* YOUR ASSIGNMENT
Would you please copy each line below that includes the string "boxes"?

* DATA FOR PROCESSING
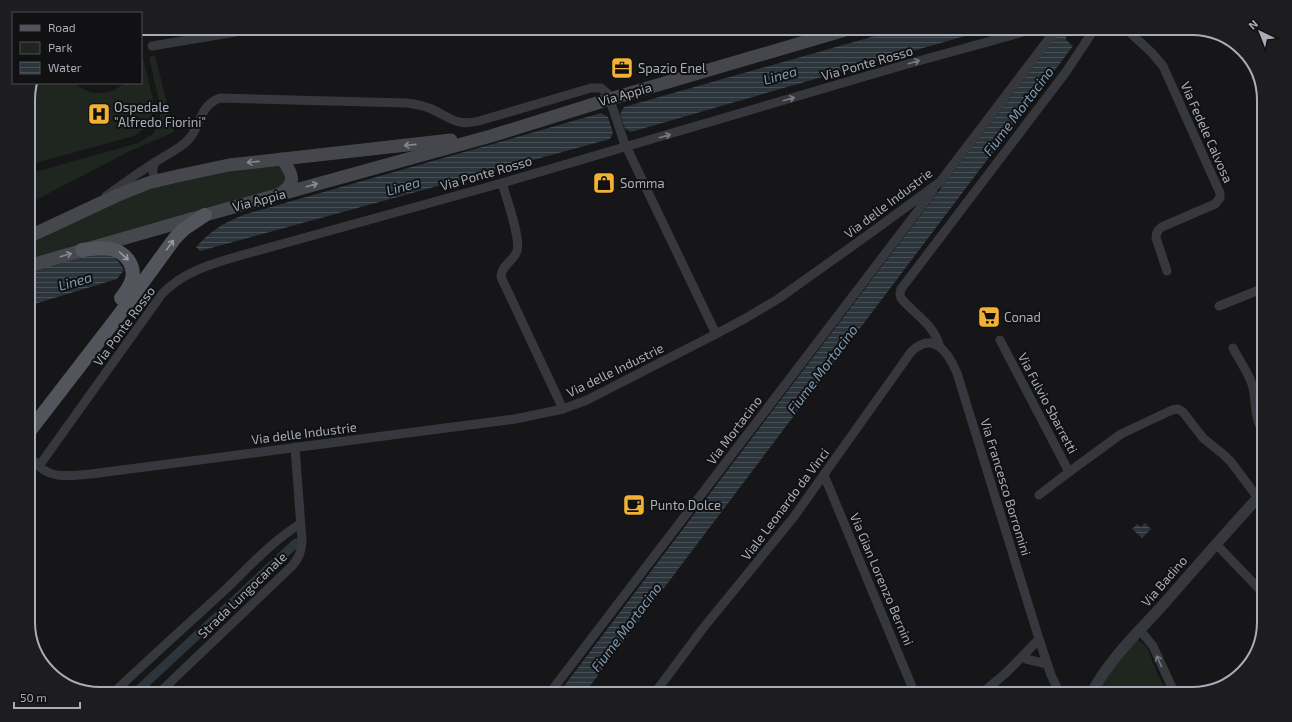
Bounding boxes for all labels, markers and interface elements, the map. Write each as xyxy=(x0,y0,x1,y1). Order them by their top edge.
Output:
* * *
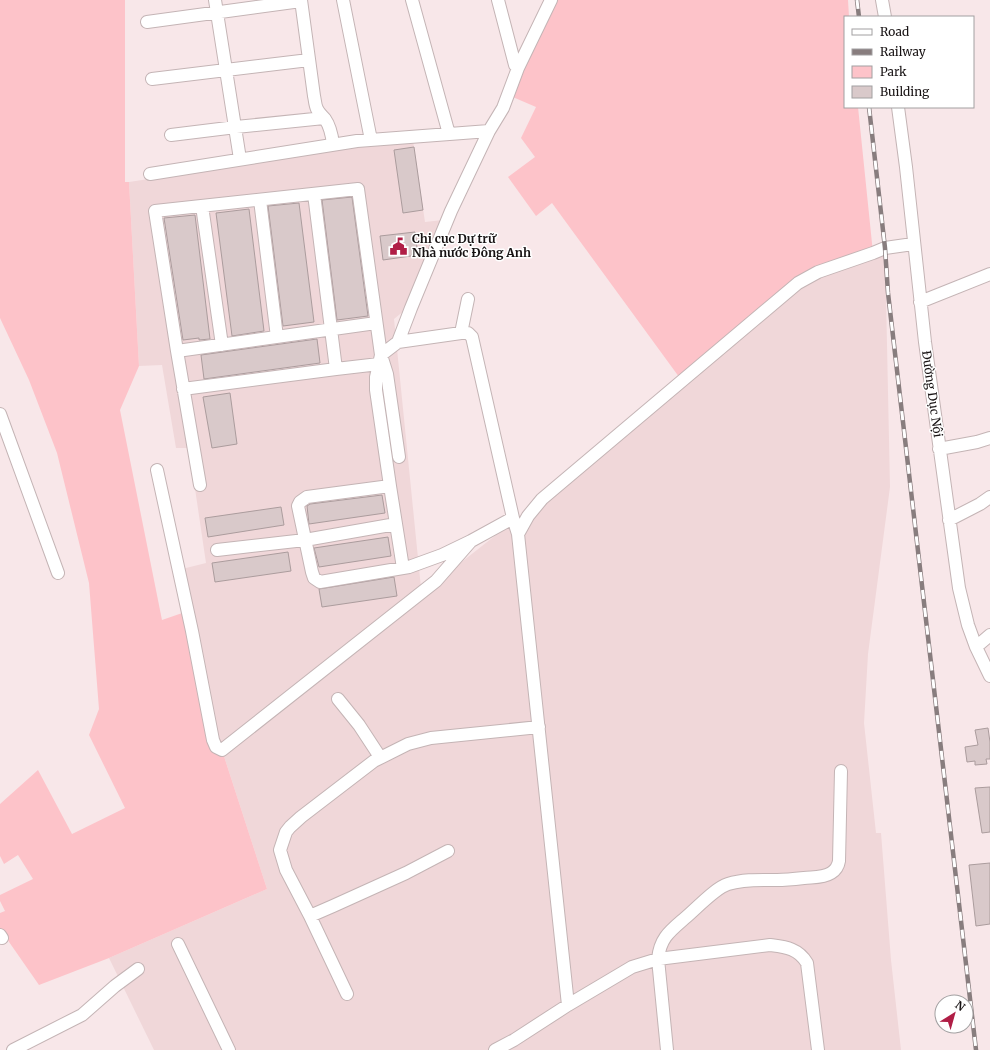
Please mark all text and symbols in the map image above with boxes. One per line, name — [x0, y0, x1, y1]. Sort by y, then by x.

* RESULT
Bounding boxes for all labels, markers and interface elements, the map. Write each as xyxy=(x0,y0,x1,y1). Order them by their top edge.
Please mark all text and symbols in the map image above with boxes. One per line, name — [x0, y0, x1, y1]. Sort by y, then by x.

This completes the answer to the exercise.